(Collected data entries)
--- START ---
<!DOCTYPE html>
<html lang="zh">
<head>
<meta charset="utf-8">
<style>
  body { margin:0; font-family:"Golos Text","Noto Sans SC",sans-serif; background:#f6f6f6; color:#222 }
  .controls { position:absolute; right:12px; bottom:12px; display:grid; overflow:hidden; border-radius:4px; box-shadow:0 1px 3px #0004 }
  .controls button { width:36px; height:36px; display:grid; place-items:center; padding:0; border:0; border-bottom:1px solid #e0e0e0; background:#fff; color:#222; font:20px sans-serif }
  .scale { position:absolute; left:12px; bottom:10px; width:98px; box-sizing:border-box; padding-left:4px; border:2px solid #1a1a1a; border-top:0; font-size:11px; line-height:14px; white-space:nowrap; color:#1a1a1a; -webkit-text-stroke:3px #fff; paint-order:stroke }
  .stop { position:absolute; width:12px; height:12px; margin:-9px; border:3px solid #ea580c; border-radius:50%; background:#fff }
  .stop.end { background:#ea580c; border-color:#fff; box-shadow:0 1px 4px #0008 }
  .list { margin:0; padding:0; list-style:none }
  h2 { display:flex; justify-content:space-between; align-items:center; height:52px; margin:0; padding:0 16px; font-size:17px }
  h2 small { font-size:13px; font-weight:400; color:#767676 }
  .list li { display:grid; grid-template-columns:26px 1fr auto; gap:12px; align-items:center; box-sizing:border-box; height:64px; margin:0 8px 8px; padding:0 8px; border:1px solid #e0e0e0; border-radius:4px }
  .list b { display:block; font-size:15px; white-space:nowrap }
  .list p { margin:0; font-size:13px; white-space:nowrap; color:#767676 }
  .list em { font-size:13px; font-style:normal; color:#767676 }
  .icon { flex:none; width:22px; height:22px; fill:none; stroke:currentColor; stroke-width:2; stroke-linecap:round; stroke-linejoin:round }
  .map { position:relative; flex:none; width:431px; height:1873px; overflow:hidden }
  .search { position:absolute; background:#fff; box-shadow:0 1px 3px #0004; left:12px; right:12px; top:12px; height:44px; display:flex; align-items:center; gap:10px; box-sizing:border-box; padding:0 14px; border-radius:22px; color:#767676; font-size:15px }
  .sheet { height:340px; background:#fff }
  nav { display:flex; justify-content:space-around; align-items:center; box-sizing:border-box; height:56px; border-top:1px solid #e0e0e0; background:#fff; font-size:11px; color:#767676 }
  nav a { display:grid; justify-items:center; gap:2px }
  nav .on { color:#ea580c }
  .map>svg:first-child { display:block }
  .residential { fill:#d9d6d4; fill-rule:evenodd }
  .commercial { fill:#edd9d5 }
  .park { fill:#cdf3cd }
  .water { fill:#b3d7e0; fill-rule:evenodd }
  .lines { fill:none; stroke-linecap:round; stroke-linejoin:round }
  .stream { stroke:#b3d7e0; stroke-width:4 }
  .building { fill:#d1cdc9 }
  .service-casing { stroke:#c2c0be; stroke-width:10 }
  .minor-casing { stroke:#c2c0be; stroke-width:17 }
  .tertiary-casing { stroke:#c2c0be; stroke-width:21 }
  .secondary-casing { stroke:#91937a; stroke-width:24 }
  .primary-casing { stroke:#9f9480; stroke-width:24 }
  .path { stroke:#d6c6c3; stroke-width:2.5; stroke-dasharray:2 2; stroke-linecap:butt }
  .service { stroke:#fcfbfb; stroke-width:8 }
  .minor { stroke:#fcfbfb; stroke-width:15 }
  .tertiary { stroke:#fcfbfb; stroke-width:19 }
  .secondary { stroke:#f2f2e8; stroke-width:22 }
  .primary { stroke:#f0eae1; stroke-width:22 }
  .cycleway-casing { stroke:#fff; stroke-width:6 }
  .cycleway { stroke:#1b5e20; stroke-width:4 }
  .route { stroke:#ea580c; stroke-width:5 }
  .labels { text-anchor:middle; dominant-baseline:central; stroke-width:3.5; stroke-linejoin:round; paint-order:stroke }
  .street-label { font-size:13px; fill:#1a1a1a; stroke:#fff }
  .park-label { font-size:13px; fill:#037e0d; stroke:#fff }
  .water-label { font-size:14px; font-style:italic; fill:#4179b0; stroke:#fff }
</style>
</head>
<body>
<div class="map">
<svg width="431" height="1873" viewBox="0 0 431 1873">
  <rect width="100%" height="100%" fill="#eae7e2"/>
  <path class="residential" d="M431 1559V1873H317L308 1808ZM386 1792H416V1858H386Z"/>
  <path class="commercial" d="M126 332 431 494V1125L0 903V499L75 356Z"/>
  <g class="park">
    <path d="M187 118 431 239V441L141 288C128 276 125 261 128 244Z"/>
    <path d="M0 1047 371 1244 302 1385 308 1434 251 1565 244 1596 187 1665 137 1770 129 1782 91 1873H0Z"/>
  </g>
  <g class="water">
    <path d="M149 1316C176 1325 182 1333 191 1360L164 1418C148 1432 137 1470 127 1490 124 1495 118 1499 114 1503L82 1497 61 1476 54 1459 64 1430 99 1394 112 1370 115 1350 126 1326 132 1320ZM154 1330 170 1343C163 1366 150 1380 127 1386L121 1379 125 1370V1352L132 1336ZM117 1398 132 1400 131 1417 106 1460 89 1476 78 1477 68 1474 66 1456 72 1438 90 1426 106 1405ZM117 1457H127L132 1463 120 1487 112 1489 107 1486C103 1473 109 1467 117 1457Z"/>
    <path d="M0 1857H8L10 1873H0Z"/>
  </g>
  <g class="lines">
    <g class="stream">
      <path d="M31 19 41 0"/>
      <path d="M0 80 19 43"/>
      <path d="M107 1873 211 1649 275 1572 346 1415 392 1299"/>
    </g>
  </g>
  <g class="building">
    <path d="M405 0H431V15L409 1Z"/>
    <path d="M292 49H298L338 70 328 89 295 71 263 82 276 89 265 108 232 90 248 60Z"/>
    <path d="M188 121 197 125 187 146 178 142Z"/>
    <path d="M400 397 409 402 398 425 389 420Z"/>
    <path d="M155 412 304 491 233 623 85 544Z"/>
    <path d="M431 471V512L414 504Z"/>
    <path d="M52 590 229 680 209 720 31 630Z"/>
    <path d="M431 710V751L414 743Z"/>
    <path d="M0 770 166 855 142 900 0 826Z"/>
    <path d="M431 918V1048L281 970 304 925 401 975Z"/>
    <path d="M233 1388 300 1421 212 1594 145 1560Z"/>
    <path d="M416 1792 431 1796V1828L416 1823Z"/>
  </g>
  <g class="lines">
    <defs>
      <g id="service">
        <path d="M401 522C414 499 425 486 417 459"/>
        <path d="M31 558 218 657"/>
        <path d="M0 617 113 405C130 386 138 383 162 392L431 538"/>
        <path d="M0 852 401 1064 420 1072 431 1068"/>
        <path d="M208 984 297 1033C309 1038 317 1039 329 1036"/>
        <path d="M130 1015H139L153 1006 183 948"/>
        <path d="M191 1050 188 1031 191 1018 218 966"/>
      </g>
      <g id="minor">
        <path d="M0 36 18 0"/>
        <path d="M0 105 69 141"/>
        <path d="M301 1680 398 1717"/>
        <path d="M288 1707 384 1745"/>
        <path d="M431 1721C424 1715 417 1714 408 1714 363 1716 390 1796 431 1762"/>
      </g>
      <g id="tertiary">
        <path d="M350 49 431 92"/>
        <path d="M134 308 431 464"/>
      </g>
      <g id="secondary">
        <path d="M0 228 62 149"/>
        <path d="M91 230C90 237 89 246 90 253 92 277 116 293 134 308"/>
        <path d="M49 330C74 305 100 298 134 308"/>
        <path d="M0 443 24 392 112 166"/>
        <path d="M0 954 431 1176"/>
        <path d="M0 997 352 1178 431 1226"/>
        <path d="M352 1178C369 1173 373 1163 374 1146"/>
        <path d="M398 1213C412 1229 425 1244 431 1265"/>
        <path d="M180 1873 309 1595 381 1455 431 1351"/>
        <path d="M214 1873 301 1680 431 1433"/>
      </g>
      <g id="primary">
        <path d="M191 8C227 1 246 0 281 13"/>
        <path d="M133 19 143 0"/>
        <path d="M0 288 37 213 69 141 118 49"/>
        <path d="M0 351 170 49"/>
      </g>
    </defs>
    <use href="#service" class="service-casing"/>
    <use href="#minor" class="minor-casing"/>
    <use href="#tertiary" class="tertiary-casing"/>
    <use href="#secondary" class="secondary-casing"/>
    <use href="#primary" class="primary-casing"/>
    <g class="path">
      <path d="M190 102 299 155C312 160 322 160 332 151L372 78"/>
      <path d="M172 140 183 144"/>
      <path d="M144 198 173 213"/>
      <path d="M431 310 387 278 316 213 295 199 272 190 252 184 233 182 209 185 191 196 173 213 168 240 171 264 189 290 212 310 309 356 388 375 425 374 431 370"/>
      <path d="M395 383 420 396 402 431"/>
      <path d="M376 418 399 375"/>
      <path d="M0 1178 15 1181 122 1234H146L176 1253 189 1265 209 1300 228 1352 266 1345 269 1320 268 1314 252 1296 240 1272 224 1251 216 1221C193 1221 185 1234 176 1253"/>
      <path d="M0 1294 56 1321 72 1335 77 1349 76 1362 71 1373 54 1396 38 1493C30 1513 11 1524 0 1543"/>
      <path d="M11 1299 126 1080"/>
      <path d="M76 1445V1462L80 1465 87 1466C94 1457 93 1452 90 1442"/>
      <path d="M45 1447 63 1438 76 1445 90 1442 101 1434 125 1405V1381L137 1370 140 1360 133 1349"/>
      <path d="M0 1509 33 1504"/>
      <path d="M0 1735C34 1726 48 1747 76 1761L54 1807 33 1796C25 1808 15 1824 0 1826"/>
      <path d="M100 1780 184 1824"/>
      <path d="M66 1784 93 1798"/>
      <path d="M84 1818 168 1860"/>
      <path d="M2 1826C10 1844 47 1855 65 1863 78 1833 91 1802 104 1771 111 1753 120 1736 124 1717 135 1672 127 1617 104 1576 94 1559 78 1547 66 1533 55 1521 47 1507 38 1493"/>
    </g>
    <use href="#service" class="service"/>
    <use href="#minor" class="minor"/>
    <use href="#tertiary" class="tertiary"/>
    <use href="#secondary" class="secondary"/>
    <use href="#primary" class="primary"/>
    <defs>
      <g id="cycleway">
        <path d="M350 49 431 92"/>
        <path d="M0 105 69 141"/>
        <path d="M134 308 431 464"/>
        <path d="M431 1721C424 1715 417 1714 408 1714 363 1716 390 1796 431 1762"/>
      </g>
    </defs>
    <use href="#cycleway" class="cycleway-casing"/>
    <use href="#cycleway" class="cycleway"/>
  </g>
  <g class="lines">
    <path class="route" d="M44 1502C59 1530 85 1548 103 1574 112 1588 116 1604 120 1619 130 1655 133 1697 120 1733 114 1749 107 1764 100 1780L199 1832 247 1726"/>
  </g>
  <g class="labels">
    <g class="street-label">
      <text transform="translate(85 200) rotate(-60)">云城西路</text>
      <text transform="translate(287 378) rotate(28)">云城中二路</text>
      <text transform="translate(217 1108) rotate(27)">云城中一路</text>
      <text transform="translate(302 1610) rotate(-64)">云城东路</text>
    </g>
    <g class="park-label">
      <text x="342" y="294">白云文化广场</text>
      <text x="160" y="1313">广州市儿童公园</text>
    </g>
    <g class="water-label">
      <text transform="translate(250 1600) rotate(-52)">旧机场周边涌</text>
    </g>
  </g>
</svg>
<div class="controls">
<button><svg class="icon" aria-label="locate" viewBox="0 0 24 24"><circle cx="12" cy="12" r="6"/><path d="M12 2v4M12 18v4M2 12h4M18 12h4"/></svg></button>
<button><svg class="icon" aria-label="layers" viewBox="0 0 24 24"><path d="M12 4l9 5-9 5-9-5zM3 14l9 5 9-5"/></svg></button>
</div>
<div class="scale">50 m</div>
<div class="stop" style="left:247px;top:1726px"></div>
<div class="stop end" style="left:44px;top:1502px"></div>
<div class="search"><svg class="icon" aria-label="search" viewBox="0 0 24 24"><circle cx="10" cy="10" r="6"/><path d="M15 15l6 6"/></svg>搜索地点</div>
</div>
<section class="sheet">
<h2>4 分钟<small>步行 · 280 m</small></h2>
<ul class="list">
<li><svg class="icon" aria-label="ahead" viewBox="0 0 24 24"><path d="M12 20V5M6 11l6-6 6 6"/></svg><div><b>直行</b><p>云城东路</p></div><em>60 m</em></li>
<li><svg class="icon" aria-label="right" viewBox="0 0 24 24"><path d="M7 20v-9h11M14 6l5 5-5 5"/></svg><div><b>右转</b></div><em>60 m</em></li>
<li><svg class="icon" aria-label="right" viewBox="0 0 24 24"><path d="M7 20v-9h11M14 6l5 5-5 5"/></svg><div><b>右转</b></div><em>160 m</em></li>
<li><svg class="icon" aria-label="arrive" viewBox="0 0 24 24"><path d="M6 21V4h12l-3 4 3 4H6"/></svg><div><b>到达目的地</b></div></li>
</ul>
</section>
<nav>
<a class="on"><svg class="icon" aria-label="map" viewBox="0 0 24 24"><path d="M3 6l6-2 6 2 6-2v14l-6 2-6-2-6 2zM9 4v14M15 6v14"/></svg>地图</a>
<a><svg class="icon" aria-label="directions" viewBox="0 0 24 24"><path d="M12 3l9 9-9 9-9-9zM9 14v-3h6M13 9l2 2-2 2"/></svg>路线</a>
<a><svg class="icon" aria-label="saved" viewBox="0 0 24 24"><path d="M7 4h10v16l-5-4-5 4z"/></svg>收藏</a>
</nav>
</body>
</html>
--- END ---
_TASK ITEM_. If a line in the records contains the string "scale", copy it out.

_EXERCISE SOLUTION_.
  .scale { position:absolute; left:12px; bottom:10px; width:98px; box-sizing:border-box; padding-left:4px; border:2px solid #1a1a1a; border-top:0; font-size:11px; line-height:14px; white-space:nowrap; color:#1a1a1a; -webkit-text-stroke:3px #fff; paint-order:stroke }
<div class="scale">50 m</div>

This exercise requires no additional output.